I sacerdoti Koya guidati da Kokkera Krishnaiah portano la divinità presiedente Sammakka sotto forma di scrigno di vermiglio da un luogo segreto a Chilakalagutta vicino a Medaram giovedì (29 gennaio 2026). | Credito fotografico: NAGARA GOPAL
Decine di migliaia di devoti hanno affollato il tratto dalla collinetta Chilakalagutta al santuario tribale giovedì sera (29 gennaio) per assistere all’arrivo di madre Sammakka, portata sotto forma di uno scrigno vermiglio da una squadra di sacerdoti Koya dalla collinetta. Guidati dal capo sacerdote Kokkera Krishnaiah, i sacerdoti sono scesi da Chilakalagutta intorno alle 18:55 dopo aver eseguito i tradizionali rituali segreti secondo le usanze tribali Koya.

Il sovrintendente della polizia di Mulugu Sudhir R. Kekan ha sparato in aria a Chilakalagutta a Medaram prima di portare la dea Sammakka al santuario giovedì sera. | Credito fotografico: NAGARA GOPAL
I devoti si sono accalcati per dare un’occhiata alla processione mentre si muoveva verso il santuario tribale di Medaram dopo che il sovrintendente della polizia di Mulugu Sudhir R. Kekan ha sparato alcuni colpi in aria con un fucile d’assalto AK-47 in segno di rispetto verso la divinità tribale come parte di una lunga tradizione seguita dal 1996. La squadra sacerdotale comprendeva Kokkera Krishnaiah, Mallyala Satyam, Siddaboina Muninder, Siddaboina Bokkanna, Kommu Swami e Kommu Janardhan, i quali si coprirono tutti il volto con un sacro panno rosso come da tradizione.

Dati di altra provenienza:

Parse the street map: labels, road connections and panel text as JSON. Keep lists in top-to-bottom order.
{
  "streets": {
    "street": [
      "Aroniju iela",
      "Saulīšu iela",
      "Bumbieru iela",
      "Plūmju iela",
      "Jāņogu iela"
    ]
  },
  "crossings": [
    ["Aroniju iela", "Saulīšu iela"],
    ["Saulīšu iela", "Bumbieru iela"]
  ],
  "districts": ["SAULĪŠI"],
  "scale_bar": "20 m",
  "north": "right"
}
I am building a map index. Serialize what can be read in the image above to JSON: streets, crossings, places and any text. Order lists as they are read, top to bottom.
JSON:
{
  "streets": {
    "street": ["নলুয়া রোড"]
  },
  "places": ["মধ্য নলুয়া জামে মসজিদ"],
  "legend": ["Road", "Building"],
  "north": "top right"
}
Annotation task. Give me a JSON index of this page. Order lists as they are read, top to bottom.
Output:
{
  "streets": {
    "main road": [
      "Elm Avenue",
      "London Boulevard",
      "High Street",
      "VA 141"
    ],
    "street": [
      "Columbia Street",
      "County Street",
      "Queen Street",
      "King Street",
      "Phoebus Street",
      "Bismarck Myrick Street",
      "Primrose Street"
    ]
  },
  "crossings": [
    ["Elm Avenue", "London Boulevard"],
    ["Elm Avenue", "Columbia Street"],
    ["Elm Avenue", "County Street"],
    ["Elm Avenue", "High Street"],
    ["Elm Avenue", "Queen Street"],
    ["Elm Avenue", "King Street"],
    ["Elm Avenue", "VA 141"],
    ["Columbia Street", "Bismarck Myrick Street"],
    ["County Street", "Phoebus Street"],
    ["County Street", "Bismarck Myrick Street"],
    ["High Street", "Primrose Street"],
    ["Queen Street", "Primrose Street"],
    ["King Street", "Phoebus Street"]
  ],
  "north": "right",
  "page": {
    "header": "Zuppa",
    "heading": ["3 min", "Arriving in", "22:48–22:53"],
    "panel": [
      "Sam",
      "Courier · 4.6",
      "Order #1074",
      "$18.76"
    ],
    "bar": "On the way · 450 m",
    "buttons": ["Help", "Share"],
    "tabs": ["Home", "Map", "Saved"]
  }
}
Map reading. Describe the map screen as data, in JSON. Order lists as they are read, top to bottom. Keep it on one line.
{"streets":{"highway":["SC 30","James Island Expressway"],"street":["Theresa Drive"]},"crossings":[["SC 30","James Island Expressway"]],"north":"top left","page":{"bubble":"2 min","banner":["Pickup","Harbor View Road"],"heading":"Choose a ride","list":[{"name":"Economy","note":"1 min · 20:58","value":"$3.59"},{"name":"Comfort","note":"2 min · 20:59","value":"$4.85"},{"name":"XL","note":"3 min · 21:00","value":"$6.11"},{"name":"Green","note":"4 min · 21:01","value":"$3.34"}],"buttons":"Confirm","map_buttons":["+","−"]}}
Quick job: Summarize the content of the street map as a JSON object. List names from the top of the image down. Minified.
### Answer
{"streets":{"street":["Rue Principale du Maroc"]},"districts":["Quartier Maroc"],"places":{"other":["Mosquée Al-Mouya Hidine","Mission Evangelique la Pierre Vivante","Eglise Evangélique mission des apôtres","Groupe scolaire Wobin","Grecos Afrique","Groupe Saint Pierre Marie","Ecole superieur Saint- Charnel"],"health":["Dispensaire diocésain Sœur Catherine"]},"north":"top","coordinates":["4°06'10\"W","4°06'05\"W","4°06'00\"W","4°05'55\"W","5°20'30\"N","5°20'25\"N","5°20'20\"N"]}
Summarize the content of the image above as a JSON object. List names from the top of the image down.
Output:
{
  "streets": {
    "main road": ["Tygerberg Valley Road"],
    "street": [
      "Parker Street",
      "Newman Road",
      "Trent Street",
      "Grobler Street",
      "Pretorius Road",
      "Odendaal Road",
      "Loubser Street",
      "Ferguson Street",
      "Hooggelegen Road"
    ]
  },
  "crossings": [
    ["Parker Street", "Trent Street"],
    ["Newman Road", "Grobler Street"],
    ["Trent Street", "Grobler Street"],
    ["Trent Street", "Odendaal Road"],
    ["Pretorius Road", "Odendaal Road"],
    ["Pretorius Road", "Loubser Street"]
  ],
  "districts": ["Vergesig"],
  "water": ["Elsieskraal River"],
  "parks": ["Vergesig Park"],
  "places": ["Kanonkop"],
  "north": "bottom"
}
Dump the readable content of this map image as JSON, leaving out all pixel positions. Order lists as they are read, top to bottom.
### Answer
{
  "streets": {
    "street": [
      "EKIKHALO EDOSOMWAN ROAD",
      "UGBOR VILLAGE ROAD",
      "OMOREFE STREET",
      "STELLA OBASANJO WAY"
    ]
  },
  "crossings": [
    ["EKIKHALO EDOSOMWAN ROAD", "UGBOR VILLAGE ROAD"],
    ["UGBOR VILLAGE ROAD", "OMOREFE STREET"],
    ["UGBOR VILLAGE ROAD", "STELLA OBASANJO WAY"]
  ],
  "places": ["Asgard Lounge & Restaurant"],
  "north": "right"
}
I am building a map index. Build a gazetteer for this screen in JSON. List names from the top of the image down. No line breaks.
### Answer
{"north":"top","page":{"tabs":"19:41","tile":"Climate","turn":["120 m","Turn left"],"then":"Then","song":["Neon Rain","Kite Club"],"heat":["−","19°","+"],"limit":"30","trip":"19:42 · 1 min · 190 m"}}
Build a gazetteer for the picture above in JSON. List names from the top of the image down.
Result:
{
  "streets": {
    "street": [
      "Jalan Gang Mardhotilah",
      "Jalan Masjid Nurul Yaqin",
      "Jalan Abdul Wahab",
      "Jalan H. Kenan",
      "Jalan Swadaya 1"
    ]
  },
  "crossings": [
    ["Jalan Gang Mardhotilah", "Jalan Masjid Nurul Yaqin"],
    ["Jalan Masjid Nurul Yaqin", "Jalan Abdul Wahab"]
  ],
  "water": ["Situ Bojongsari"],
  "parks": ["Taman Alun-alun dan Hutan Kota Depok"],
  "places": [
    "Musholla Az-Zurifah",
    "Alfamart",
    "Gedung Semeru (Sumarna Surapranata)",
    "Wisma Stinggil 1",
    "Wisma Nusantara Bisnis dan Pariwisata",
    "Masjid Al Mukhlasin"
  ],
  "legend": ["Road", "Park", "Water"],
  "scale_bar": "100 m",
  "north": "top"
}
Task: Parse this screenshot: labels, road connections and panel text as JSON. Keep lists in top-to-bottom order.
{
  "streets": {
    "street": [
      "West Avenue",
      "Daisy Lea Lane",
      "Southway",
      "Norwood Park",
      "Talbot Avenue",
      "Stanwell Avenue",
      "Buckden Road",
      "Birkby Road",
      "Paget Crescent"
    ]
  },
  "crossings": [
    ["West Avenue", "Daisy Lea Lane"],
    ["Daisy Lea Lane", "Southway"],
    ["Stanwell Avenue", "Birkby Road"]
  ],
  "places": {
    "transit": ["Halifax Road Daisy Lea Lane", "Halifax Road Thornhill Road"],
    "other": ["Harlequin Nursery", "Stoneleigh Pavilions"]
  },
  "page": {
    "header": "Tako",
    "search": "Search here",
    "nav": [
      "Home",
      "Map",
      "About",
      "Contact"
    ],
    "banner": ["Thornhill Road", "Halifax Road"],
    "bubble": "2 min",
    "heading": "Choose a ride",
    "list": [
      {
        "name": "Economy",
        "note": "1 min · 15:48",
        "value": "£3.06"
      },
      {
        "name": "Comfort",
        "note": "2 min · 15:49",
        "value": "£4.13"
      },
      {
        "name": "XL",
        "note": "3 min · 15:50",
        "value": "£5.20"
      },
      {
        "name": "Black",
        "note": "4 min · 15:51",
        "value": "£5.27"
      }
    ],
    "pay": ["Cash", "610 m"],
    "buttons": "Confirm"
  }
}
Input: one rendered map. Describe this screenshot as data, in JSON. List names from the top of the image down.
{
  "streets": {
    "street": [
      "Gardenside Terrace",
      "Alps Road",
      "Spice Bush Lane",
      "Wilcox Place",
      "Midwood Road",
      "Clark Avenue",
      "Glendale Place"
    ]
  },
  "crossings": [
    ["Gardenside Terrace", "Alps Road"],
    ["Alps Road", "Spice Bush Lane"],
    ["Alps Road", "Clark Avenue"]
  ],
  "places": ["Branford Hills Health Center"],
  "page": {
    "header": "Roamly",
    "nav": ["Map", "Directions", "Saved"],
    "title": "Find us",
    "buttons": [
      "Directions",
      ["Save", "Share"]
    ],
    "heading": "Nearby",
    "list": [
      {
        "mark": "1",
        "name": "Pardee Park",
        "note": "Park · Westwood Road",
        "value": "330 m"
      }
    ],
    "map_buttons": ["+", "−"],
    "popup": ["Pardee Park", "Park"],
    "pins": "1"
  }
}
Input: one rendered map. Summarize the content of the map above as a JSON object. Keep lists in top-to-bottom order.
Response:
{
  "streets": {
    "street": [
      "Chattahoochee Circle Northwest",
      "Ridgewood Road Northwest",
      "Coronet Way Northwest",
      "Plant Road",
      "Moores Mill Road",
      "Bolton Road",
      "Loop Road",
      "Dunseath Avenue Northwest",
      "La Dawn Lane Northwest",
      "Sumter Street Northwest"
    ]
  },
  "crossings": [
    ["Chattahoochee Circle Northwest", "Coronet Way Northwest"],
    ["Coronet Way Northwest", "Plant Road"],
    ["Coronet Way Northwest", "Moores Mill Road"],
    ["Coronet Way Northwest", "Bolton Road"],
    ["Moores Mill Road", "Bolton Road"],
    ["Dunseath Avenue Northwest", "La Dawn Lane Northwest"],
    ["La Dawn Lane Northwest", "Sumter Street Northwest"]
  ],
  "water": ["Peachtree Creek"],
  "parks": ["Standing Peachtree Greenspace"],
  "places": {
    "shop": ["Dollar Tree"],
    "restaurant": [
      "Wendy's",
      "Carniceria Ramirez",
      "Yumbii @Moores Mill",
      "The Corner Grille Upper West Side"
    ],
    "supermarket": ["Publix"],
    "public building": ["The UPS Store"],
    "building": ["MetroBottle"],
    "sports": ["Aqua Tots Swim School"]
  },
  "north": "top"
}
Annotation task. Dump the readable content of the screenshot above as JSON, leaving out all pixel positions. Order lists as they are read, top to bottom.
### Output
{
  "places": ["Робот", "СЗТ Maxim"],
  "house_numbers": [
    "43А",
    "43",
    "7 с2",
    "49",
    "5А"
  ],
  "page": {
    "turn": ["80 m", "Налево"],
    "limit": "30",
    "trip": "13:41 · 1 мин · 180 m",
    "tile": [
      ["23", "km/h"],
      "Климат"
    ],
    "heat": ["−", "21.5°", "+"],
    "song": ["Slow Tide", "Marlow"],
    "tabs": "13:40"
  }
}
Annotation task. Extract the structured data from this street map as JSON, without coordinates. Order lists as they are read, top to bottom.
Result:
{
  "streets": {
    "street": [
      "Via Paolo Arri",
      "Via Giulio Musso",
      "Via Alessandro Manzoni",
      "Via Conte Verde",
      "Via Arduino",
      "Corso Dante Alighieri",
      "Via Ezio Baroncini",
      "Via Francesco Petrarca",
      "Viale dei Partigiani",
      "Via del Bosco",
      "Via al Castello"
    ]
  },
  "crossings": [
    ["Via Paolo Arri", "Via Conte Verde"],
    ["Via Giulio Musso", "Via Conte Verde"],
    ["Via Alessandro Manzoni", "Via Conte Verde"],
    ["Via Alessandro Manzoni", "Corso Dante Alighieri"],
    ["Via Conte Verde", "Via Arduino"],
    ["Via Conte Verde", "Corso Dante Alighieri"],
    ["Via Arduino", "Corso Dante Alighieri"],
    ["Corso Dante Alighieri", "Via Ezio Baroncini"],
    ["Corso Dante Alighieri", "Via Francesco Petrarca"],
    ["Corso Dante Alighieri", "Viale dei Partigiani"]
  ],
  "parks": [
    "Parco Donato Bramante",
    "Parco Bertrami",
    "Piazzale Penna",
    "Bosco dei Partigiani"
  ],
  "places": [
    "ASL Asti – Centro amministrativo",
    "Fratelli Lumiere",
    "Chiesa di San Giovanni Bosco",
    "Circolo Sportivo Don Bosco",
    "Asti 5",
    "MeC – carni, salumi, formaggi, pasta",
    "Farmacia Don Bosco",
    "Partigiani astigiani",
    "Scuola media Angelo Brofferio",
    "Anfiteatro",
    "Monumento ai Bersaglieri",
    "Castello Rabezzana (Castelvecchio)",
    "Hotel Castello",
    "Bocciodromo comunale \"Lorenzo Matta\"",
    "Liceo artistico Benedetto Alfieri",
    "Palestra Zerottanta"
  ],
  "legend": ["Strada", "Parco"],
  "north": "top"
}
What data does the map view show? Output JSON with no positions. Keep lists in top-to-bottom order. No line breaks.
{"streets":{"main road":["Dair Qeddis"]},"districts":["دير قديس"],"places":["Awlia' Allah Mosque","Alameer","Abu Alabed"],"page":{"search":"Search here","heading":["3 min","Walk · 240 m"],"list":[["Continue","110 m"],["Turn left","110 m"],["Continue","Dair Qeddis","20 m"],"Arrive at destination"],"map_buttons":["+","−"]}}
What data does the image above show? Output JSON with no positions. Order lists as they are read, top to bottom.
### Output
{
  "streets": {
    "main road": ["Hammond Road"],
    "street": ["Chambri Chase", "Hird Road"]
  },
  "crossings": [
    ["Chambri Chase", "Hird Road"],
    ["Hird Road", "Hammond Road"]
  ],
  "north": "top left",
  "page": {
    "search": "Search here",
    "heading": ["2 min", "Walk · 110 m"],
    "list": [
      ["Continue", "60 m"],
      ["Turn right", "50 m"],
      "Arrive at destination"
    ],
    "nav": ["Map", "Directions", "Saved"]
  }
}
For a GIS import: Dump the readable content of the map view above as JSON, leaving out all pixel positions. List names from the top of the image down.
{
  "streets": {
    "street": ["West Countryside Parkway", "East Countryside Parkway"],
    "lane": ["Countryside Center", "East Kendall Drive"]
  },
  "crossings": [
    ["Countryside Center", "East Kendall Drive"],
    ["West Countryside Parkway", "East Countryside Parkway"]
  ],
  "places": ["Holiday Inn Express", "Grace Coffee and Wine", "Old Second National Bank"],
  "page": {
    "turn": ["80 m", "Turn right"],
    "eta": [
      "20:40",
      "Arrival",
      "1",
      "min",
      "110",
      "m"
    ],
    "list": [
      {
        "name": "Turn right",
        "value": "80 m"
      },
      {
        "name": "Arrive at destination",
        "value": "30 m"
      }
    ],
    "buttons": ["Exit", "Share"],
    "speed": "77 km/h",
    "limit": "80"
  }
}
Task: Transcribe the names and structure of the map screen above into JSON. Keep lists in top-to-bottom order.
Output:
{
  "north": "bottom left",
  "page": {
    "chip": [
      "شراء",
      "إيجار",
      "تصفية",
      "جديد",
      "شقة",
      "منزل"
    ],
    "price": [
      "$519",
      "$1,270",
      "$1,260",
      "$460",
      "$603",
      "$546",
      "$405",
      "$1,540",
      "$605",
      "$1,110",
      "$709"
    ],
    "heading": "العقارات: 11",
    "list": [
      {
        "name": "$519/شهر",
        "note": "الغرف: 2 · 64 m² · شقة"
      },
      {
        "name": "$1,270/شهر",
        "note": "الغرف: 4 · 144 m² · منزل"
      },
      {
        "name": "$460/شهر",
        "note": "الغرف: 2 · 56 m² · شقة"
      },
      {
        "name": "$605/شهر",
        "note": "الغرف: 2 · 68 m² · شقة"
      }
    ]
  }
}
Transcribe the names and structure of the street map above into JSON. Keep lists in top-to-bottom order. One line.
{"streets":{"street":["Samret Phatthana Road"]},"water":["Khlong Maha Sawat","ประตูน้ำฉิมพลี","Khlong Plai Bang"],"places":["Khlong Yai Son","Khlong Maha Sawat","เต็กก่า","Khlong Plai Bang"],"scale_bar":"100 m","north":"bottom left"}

I sacerdoti Koya guidati da Kokkera Krishnaiah porteranno giovedì la divinità presiedente Sammakka sotto forma di scrigno di vermiglio da un luogo segreto a Chilakalagutta vicino a Medaram. | Credito fotografico: NAGARA GOPAL
I ministri Danasari Anasuya Seethakka e Adluri Laxman Kumar, l’esattore distrettuale TS Divakara, altri alti funzionari e volontari erano presenti durante l’evento, considerato uno dei momenti più significativi della biennale di quattro giorni Sammakka-Saralamma Maha Jatara, iniziata mercoledì (28 gennaio 2026) con l’arrivo di Saralamma al santuario.
Lungo il tratto di 2,5 km che porta al santuario, molti devoti, soprattutto giovani, si sono arrampicati sugli alberi per avere una visione chiara della processione. I funzionari hanno detto che la dea Sammakka dovrebbe essere installata sulla Gadde (piattaforma sacra) presso il santuario rinnovato, un evento considerato l’apice del Jatara, intorno a mezzanotte. Si stima che almeno un milione di devoti avranno il darshan di Sammakka insieme a Padigiddaraju, Saralamma e Govindaraju che erano già installati sul Gaddelu.
L’arrivo di Sammakka ha innescato scene di accresciuto fervore religioso, con devoti che accoglievano la divinità lungo il percorso da Chilakalagutta all’altare disegnando rangoli, accendendo lampade, offrendo sacrifici animali e partecipando a canti tribali, tamburi, danze e canti. Gli “Shivasatti” danzavano in trance al ritmo dei tamburi mentre la processione avanzava.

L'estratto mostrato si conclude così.